There are many others and, while some may quarrel with allocations of various thinkers to schools of thought, a more important issue is to seek to understand their thinking and to recognise its meaning in our times and to encourage active debate over the challenges they raise to our own thinking and the actions that result from it.

Besley’s New Political Economy is a modest improvement over the Marcusian sterility of modern economics’ representative agent or what early critics of J.S. Mill (unfairly, per Persky, 2011) termed Homo oeconomicus.
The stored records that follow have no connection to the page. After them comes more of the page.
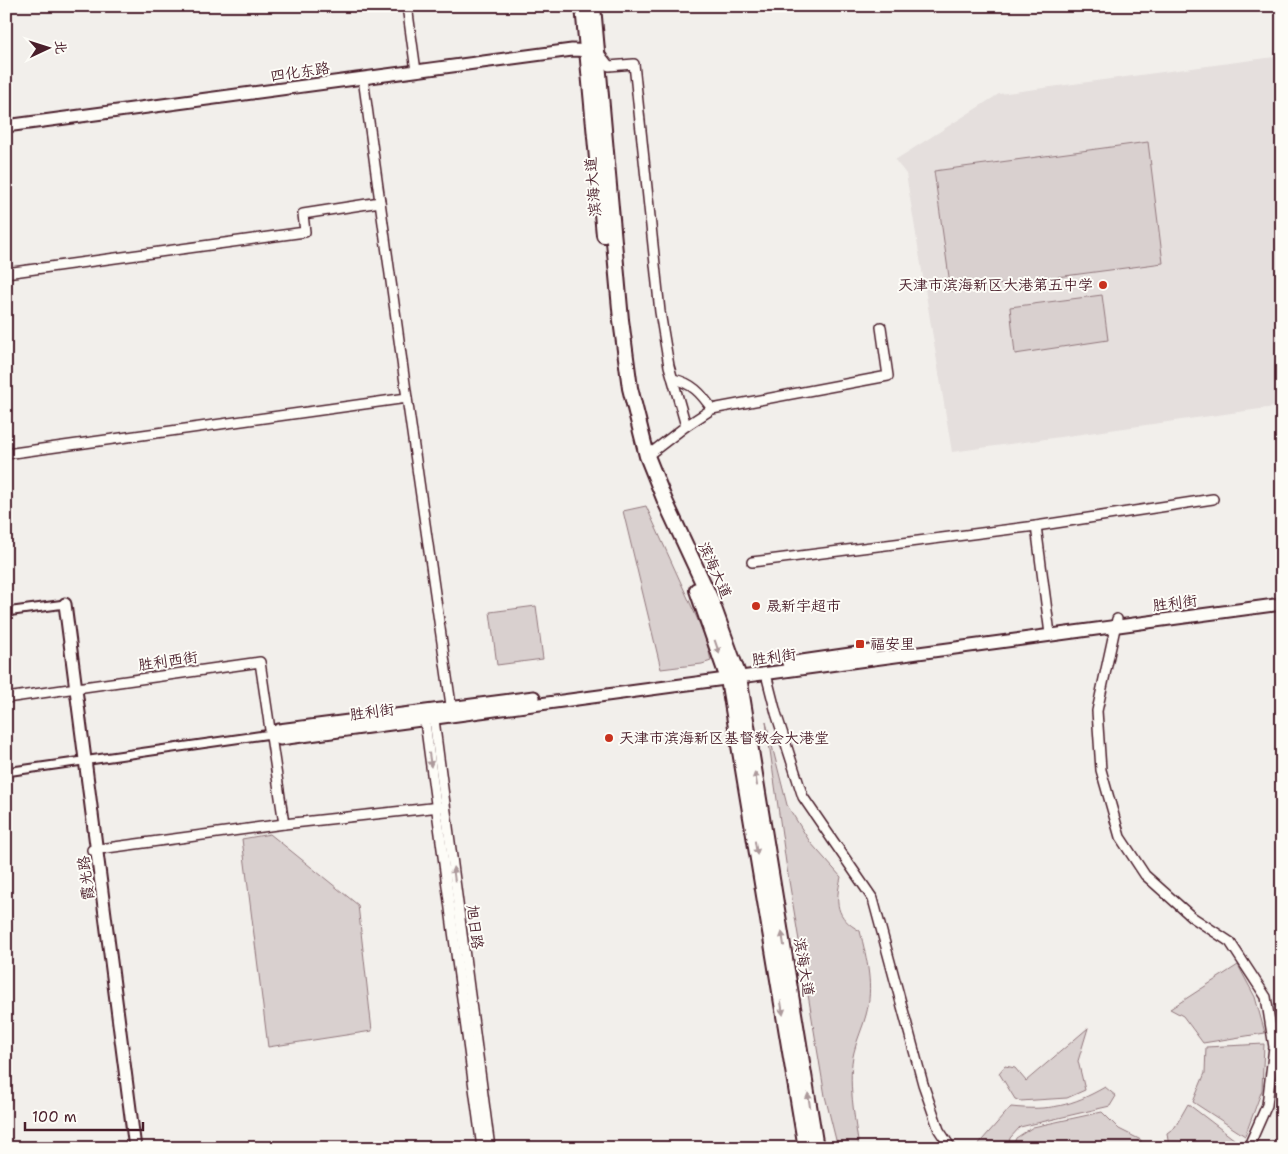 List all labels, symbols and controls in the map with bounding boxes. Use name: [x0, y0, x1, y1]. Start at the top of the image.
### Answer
north arrow: [22, 22, 72, 72]
text: 北: [52, 39, 70, 55]
street label: 四化东路: [269, 58, 331, 86]
street label: 滨海大道: [580, 156, 606, 218]
place label: 天津市滨海新区大港第五中学: [898, 275, 1093, 295]
marker: 天津市滨海新区大港第五中学: [1097, 279, 1109, 291]
street label: 滨海大道: [694, 539, 736, 601]
street label: 胜利街: [1151, 590, 1199, 616]
place label: 晟新宇超市: [766, 596, 841, 616]
marker: 晟新宇超市: [750, 600, 762, 612]
place label: 福安里: [870, 634, 915, 654]
marker: 福安里: [854, 638, 866, 650]
one-way arrow: [714, 640, 721, 655]
street label: 胜利街: [750, 644, 798, 670]
street label: 胜利西街: [137, 647, 199, 675]
street label: 胜利街: [348, 699, 396, 725]
place label: 天津市滨海新区基督教会大港堂: [619, 728, 829, 748]
marker: 天津市滨海新区基督教会大港堂: [603, 732, 615, 744]
one-way arrow: [426, 752, 434, 768]
one-way arrow: [752, 770, 760, 786]
one-way arrow: [752, 840, 760, 856]
street label: 霞光路: [73, 854, 99, 902]
one-way arrow: [450, 865, 458, 881]
street label: 旭日路: [462, 903, 488, 951]
one-way arrow: [778, 931, 786, 947]
street label: 滨海大道: [789, 936, 819, 998]
one-way arrow: [779, 1001, 787, 1017]
one-way arrow: [804, 1091, 812, 1107]
scale bar: [25, 1099, 142, 1131]
text: 100 m: [32, 1107, 77, 1127]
But what is really required is a renewed New Political Economy that expands the scope of political economy to integrate methods and incorporate insights from neighbouring disciples of social science around power, human purpose and motivation-to-action and behaviour and the balance of process equity and equity of outcomes of public policy over the longer term and their implications for policy development and selection; that is, extended consequentialism.

Doing so would greatly increase the chances of meeting Rawls’ (1972) openness principle and might bring us closer to a fairer, more open and pluralistic society. It would also take us a further step along the path of realising the as-yet-unkown ‘sunlit uplands’ envisaged by the early philosophes of the Enlightenment, of true liberty, plurality, tolerance and harm avoidance. These are aspirations which most politicians seem to have abandoned as if they were used paper cups. It is also difficult to realise them in a modern, globalised world.

We must realise how that modernity and what has followed it has impacted our vital political, ecomic, social & cultural institutions and fight to protect and enhance the Western vision of liberal democracy from those who would diminish it, both from within and without. That involves recognising, in the words of Heraclitus of Ephesus, that a man (or woman) cannot step in the same river twice, for it is not the same river and he is not the sme man (or woman) — that the task of adapting our institutions must be unending and that selection may be democratised but that does not absolve us from striving to our existing institutions evolve and that newly-required institutions are designed to evolve to match changing times, contexts, technologies and human needs.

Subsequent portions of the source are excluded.